Collaborating to succeed
But as a result of Maxwell's efforts, a "Materia Medica Garden" came into existence in the spring of 1914. On March 7, Maxwell, with the cooperation of Oscar M. Morris, professor and head of the Department of Horticulture, requested that the Board of Regents "set aside a suitable tract of land, preferably one acre in area, and that arrangements be made whereby the cultivation and proper care of such tract will be provided for."

To justify the request, it was noted that "investigation and instruction in the cultivation of medicinal plants must be one of the prominent features in the curricula of schools of pharmacy," and that "a shortage already exists in the supply of many plants that can be successfully grown in this section of the United States."

It was suggested that the latter situation warranted the investigation of commercial possibilities as well as scientific and professional concerns. The letter indicated that it was the potential commercial possibilities that might develop from the garden that caused the Department of Horticulture to support the request.

Apparently, Maxwell had made efforts to strengthen the request in yet another way by previously obtaining a promise of support from the U.S. Bureau of Plant Industry.
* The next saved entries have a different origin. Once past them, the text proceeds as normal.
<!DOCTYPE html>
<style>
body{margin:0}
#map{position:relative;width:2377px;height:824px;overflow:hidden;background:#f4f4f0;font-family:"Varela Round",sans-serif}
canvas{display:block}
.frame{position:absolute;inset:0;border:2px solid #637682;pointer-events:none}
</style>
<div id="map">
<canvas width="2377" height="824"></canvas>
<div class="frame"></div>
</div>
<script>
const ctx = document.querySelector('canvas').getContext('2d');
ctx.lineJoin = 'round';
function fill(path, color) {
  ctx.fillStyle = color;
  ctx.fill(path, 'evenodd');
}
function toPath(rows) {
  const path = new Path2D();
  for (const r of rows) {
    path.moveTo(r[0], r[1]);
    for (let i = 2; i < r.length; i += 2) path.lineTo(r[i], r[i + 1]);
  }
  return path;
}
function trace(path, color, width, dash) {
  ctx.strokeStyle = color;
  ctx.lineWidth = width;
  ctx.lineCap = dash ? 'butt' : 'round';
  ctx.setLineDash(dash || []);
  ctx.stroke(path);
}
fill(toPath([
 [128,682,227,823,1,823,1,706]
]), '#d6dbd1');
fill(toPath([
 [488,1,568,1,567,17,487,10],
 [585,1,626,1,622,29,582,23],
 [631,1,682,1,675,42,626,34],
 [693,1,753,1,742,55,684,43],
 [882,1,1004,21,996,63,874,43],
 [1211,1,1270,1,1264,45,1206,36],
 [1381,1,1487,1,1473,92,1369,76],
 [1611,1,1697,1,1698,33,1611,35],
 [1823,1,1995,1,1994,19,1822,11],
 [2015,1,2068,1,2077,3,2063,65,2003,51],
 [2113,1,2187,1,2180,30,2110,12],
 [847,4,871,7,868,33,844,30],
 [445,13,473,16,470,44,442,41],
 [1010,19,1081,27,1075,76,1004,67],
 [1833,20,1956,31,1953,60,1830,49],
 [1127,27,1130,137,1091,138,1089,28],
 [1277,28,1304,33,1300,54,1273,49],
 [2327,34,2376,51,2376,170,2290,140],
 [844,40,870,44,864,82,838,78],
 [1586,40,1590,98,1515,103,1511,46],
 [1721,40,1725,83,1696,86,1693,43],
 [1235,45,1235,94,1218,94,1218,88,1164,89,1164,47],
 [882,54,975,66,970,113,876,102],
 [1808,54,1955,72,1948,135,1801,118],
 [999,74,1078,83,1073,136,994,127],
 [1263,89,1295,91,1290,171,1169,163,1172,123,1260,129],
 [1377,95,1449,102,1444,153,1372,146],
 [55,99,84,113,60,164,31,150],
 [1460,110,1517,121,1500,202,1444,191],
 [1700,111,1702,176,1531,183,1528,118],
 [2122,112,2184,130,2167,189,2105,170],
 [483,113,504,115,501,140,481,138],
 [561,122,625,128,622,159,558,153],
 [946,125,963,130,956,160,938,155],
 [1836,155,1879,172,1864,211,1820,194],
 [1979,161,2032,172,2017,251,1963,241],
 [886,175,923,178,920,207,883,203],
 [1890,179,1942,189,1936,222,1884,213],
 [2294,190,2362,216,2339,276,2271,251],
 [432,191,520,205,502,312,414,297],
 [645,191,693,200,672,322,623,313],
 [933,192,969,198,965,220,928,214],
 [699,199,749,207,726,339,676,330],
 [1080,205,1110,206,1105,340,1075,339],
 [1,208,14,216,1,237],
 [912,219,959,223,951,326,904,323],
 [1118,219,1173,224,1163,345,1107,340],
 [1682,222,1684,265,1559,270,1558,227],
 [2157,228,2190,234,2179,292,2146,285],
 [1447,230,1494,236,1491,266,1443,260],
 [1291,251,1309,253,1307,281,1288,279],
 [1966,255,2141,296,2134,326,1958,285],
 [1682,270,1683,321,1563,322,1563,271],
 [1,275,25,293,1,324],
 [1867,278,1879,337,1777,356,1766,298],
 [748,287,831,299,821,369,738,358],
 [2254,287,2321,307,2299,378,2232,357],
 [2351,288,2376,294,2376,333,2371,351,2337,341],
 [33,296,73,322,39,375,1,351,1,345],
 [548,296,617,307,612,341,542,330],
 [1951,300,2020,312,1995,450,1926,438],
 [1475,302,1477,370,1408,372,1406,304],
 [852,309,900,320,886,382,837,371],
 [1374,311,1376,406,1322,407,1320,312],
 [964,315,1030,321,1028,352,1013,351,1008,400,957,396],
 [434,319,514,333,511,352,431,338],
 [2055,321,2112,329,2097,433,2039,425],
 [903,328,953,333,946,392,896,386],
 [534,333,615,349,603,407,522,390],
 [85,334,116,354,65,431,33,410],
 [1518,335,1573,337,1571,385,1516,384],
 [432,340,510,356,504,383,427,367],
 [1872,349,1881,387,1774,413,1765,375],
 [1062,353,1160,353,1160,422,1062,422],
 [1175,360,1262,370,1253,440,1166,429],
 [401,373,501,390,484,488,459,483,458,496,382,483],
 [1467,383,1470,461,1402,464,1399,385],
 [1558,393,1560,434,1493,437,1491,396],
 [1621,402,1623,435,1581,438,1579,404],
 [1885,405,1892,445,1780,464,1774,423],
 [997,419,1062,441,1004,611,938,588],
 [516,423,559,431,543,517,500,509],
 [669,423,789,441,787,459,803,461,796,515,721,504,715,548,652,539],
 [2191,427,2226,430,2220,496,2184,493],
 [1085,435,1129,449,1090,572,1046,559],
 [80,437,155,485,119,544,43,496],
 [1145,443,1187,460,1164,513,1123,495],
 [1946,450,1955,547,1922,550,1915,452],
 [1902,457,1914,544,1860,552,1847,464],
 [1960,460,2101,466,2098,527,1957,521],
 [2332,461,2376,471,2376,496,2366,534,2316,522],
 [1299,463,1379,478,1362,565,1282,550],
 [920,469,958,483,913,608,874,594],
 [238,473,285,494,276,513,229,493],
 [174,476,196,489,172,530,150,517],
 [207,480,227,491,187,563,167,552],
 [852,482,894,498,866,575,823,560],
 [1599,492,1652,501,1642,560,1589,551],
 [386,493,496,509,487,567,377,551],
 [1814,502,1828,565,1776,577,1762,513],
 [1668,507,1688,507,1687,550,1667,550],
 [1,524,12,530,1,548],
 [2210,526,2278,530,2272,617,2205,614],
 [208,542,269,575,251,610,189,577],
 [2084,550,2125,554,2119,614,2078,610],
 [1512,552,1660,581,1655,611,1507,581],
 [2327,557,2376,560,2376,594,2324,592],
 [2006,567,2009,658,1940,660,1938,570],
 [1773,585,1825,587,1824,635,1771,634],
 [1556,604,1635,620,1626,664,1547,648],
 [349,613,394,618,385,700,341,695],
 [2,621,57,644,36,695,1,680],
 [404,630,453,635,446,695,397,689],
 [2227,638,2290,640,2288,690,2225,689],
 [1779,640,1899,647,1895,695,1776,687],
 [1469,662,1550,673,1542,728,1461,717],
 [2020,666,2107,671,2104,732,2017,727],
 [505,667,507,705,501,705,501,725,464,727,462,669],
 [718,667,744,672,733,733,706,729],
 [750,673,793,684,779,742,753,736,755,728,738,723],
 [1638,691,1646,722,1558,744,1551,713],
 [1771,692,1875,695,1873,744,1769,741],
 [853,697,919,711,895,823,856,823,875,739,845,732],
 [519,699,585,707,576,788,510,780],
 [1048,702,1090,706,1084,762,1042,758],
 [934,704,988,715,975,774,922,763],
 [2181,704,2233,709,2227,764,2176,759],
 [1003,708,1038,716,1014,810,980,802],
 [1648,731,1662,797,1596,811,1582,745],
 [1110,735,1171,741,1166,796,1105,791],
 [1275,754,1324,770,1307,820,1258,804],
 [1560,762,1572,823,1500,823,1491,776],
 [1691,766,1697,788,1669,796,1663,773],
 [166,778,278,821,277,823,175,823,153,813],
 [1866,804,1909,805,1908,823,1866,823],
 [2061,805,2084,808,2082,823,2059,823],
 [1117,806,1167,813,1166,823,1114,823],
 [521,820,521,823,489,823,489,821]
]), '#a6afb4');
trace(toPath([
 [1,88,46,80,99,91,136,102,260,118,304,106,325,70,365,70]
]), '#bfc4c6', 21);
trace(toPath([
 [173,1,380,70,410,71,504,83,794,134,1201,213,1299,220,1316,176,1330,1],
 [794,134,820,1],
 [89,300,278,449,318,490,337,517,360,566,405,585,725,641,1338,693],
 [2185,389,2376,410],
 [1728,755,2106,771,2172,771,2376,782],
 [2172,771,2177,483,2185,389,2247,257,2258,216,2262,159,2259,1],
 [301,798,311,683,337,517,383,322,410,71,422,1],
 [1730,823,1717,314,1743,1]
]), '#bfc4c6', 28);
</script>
The letter to the regents noted that the bureau had offered seeds, plants and cuttings to help start the garden.

As a result of those efforts, on April 6, 1914, the Board of Regents, upon the recommendation of President Bryan, adopted the following motion: "That there be authorized the establishment of a Materia Medica Garden for medicinal plants, particularly those of a commercial character. Such a garden to be operated in connection with the horticulture department, that department being credited and the pharmacy department being debited with the cost of labor."

That action of the board appears, on the surface, to have given Maxwell a positive direction for a project he greatly desired. Since the Department of Pharmacy did not have the equipment and other resources at the disposal of the Department of Horticulture, he had secured the cooperation of that department.

Perhaps Bryan had indicated, early on in discussions with Maxwell, that the proposal would be better received if it were advanced as a cooperative venture. He also might have felt that, for it to be successful, it would need the expertise available from the Department of Horticulture.

It is interesting to note, also, the emphasis placed on the development of the project as a source of information that might be used to promote commercial production of medicinal plants and that the educational value of the project apparently was considered to be of lesser importance.

Location and termination
The process used to determine the location of the authorized garden in 1914 may be looked upon now with amusement, and perhaps with some envy, 75 years later. Maxwell also wrote in his March 24, 1917, letter that President Bryan had granted use of a plot of land for the garden after "walking with me over various parts of the campus."

The site selected was "that tract extending from the southeast corner of the campus, said corner being formed by the line that marked the south limits of the campus and the line that marked the west side of the old Windus orchard."

That hillside location is marked now as lying between the building known as the Claudius Johnson Tower and the parking lot to the east and below the hill.

Changes in emphases in pharmacy programs as well as development of that area of campus for other uses led to the demise of the drug garden in 1948.